Dalam sesi jumpa pers usai laga, pelatih Persebi, Sri Widadi, tidak dapat menyembunyikan kekecewaannya.
Ia mengaku sangat terpukul atas kegagalan timnya mempertahankan keunggulan sekaligus kegagalan menuntaskan misi balas dendam di kandang sendiri.
“Ya, saat turun minum di ruang ganti, kami dari tim Pelatih sudah mewanti-wanti agar tetap waspada dan disiplin denganpara pemain Persipur, terutama strikernya Noka.

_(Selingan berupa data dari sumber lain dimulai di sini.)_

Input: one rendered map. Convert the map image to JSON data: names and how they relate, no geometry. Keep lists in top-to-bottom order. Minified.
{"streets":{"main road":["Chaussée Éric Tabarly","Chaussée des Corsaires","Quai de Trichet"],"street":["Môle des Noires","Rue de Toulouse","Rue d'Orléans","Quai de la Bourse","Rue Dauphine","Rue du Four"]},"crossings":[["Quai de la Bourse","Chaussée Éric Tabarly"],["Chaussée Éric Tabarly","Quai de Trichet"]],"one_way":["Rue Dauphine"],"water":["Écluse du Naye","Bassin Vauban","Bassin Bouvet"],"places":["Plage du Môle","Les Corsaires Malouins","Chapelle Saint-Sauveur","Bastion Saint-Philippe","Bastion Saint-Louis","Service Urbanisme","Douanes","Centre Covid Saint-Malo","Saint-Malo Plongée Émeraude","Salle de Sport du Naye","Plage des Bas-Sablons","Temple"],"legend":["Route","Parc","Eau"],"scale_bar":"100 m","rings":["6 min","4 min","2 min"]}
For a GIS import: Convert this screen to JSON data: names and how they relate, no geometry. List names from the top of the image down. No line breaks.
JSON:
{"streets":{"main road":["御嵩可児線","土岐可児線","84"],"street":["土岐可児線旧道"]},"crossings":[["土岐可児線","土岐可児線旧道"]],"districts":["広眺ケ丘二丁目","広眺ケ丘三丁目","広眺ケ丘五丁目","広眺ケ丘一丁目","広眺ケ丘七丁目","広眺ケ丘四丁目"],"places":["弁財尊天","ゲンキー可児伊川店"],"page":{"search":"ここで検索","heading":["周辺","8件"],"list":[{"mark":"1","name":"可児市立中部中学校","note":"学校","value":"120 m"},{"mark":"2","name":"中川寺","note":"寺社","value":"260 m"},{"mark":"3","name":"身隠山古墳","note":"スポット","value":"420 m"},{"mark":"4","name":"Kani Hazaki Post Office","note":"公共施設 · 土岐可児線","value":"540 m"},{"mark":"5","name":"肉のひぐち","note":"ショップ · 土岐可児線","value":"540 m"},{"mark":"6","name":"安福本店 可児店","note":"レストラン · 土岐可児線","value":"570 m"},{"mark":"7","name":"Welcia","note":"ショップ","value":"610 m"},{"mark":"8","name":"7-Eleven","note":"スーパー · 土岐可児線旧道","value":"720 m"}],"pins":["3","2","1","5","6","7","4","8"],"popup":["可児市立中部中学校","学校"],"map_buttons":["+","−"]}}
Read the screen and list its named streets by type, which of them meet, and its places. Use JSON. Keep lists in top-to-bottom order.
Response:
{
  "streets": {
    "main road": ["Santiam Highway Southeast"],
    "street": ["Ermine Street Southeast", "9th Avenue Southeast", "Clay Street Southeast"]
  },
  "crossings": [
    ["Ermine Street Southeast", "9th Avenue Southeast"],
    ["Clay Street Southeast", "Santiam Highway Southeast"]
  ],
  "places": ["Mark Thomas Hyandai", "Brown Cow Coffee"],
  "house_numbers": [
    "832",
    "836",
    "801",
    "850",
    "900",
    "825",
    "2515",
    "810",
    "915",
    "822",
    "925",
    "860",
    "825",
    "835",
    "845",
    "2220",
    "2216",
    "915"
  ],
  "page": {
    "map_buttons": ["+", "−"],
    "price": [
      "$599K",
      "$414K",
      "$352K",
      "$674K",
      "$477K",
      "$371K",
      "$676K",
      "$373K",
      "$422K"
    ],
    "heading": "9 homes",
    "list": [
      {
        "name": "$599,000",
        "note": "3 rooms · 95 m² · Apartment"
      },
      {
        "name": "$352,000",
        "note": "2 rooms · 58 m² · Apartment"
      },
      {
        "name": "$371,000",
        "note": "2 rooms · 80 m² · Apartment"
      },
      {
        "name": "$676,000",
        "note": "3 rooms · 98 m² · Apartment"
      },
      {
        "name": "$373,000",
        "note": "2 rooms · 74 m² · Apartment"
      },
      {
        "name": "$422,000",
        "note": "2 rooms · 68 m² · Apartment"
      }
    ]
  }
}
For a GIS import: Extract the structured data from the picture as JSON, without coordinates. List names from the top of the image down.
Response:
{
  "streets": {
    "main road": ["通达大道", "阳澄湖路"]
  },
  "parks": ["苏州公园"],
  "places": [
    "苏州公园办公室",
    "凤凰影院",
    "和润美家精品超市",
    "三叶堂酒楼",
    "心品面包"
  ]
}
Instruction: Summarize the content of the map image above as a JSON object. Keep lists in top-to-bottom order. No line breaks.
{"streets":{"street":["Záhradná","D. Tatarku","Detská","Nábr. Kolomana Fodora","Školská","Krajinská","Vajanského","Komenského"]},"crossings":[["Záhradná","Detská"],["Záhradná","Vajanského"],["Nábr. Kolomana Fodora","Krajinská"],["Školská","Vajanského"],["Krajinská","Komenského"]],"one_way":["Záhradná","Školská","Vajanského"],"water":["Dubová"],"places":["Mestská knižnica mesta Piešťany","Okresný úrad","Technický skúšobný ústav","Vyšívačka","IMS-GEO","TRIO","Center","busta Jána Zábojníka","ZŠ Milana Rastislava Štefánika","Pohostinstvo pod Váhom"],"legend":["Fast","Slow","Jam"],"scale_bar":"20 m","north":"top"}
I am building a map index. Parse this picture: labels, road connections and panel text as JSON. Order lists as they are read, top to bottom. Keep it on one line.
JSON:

Nampaknya para pemain bertahan Persebi, lengah dan sedikit kurang tenang dan hal itu mampu dimanfaatkan dengan baik Persipur untuk mencetak gol,” ujar Dadi, sapaan akrabnya.
Kekalahan di kandang juga menjadi evaluasi besar terutama untuk menghadapi dua laga away terakhir melawan Mahesa Jenar dan Bhayangkara Muda FC pada laga ke 5 dan 6.
“Ya, jeda waktu ini tetap kami manfaatkan untuk evaluasi mempelajari beberapa kelemahan agar di laga terakhir dua away Persebi bisa meraih point penuh guna menjaga peluang lolos sebagai runner up grup C,” ujarnya.
Di satu sisi pelatih Persipur, Wahyu Teguh Wibowo mengaku bersyukur, target kemenangan atas Persebi kembali dapat tercapai.
“Alhamdulilah, kami kembali meraih kemenangan. Meski kami sempat tertinggal dua gol. Namun kami melakukan evaluasi cepat di saat jeda, dan hasilnya mampu “come back” serta membalikkan keadaan,” kata Wahyu. (eko/redaksi)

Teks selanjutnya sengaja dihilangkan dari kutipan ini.